## BRIEF
If a line in the records below holds the string "center", count it; give only the total.

## SUPPLIED DATA
#####

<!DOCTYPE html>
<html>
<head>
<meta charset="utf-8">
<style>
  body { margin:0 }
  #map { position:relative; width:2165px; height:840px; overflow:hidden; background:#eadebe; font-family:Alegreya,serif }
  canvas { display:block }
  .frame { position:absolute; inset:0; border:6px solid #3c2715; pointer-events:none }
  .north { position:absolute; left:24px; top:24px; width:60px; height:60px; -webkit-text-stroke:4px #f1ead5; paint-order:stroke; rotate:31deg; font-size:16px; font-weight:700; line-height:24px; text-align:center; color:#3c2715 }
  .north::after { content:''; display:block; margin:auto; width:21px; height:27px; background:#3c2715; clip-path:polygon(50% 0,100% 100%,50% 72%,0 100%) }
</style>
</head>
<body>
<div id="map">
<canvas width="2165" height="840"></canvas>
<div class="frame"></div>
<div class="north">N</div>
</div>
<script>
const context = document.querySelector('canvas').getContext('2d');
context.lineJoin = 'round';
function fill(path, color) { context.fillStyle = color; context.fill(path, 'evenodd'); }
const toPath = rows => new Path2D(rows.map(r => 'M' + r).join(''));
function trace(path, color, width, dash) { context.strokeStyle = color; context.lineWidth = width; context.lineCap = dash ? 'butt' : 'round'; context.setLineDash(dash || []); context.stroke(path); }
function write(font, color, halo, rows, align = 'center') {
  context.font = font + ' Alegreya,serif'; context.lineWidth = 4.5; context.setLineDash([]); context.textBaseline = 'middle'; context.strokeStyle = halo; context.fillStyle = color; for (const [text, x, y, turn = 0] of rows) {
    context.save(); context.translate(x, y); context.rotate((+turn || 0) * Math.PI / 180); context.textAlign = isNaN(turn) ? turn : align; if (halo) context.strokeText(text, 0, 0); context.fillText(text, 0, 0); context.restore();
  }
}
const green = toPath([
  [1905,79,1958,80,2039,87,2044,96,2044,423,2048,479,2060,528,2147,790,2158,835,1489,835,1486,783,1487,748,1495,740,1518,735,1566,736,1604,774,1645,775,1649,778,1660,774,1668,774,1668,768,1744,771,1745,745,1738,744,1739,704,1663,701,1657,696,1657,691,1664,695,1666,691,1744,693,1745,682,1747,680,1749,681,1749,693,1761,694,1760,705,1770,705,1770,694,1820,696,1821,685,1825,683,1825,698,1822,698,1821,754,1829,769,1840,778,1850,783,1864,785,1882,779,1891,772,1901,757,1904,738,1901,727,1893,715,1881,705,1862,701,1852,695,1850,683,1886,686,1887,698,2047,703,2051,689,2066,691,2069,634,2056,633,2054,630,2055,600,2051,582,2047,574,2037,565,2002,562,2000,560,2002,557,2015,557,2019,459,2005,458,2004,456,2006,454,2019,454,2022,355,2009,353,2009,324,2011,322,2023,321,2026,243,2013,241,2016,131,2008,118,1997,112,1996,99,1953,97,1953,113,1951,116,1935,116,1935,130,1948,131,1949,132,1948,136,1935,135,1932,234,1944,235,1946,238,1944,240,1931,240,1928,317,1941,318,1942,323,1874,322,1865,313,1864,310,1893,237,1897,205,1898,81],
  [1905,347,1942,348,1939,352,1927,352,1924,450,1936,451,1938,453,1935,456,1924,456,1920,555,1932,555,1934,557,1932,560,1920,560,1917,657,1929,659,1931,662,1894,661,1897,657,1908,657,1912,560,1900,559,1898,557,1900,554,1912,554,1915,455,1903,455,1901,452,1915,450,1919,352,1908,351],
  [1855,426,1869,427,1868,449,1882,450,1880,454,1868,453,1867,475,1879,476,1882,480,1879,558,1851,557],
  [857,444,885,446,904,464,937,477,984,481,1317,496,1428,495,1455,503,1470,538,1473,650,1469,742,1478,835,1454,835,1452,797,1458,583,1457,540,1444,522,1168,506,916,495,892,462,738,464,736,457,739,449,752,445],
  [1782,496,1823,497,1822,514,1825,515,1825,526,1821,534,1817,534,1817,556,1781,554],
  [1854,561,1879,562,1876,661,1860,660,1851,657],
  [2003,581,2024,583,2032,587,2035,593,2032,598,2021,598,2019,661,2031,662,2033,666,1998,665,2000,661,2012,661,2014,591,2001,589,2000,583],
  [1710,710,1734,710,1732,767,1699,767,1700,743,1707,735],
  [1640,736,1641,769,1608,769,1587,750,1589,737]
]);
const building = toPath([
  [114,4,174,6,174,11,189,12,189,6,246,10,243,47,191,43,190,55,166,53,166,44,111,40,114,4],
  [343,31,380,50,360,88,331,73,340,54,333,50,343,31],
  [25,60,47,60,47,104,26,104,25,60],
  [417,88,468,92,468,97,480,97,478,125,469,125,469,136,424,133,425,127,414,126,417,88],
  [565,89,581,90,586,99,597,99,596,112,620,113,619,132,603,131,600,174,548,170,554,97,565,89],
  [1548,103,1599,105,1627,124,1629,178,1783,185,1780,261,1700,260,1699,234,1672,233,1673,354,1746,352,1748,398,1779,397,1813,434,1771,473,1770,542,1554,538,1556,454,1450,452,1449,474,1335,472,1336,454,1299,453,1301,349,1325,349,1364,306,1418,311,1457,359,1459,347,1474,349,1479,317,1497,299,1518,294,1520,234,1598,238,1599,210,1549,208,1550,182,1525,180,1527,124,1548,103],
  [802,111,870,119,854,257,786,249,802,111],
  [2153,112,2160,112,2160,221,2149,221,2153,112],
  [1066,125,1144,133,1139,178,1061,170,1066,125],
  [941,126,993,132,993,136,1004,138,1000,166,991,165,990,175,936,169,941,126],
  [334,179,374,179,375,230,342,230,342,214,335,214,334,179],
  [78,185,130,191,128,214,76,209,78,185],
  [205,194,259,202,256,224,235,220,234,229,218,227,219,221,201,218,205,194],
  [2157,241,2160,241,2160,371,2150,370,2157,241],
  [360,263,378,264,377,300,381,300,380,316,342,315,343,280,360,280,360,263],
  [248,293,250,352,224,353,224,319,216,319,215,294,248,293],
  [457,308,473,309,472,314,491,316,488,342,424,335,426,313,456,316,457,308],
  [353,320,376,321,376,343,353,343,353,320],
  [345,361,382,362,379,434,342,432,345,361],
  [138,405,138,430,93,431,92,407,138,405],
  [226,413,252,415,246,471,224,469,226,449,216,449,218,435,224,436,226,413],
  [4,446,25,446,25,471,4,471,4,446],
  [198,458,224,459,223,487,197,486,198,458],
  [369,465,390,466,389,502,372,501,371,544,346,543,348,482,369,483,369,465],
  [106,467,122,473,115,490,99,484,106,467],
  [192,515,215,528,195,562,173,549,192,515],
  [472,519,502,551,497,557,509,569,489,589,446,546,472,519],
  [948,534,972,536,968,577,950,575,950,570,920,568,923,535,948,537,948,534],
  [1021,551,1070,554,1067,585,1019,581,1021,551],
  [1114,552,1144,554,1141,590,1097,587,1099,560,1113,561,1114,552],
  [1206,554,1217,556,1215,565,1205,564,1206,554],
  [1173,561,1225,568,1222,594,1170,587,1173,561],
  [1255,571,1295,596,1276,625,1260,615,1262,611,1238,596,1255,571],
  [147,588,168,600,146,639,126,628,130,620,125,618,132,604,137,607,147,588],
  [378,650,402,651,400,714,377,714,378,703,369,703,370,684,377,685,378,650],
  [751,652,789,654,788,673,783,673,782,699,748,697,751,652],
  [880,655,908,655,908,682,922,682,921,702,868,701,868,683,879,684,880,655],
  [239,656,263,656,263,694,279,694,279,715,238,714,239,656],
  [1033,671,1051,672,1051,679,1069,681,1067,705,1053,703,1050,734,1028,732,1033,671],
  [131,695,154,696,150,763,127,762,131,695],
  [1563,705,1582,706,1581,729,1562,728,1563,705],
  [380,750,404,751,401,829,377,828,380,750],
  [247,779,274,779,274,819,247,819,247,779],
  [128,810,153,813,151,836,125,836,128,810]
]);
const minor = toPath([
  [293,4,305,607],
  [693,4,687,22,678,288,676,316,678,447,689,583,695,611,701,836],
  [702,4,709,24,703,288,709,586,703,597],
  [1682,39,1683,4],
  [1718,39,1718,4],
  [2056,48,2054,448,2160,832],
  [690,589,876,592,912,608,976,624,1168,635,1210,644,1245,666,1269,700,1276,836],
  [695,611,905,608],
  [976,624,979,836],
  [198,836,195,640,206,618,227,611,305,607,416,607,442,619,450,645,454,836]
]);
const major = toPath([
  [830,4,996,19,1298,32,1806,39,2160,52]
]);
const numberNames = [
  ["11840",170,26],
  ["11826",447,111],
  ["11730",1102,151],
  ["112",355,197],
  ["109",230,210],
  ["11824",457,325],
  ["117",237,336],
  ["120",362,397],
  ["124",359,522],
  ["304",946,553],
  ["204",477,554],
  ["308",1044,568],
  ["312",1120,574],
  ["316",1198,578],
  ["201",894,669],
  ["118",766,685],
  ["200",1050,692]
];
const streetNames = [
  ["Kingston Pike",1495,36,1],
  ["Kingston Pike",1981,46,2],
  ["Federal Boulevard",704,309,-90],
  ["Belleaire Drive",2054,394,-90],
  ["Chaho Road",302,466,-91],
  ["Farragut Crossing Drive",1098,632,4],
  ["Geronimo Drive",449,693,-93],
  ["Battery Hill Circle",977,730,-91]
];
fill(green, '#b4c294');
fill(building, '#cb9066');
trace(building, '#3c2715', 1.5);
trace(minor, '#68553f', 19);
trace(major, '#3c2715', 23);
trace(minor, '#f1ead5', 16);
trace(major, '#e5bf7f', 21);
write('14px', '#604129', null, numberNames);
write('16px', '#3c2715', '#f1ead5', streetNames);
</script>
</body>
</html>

#####

## WRITTEN SOLUTION
2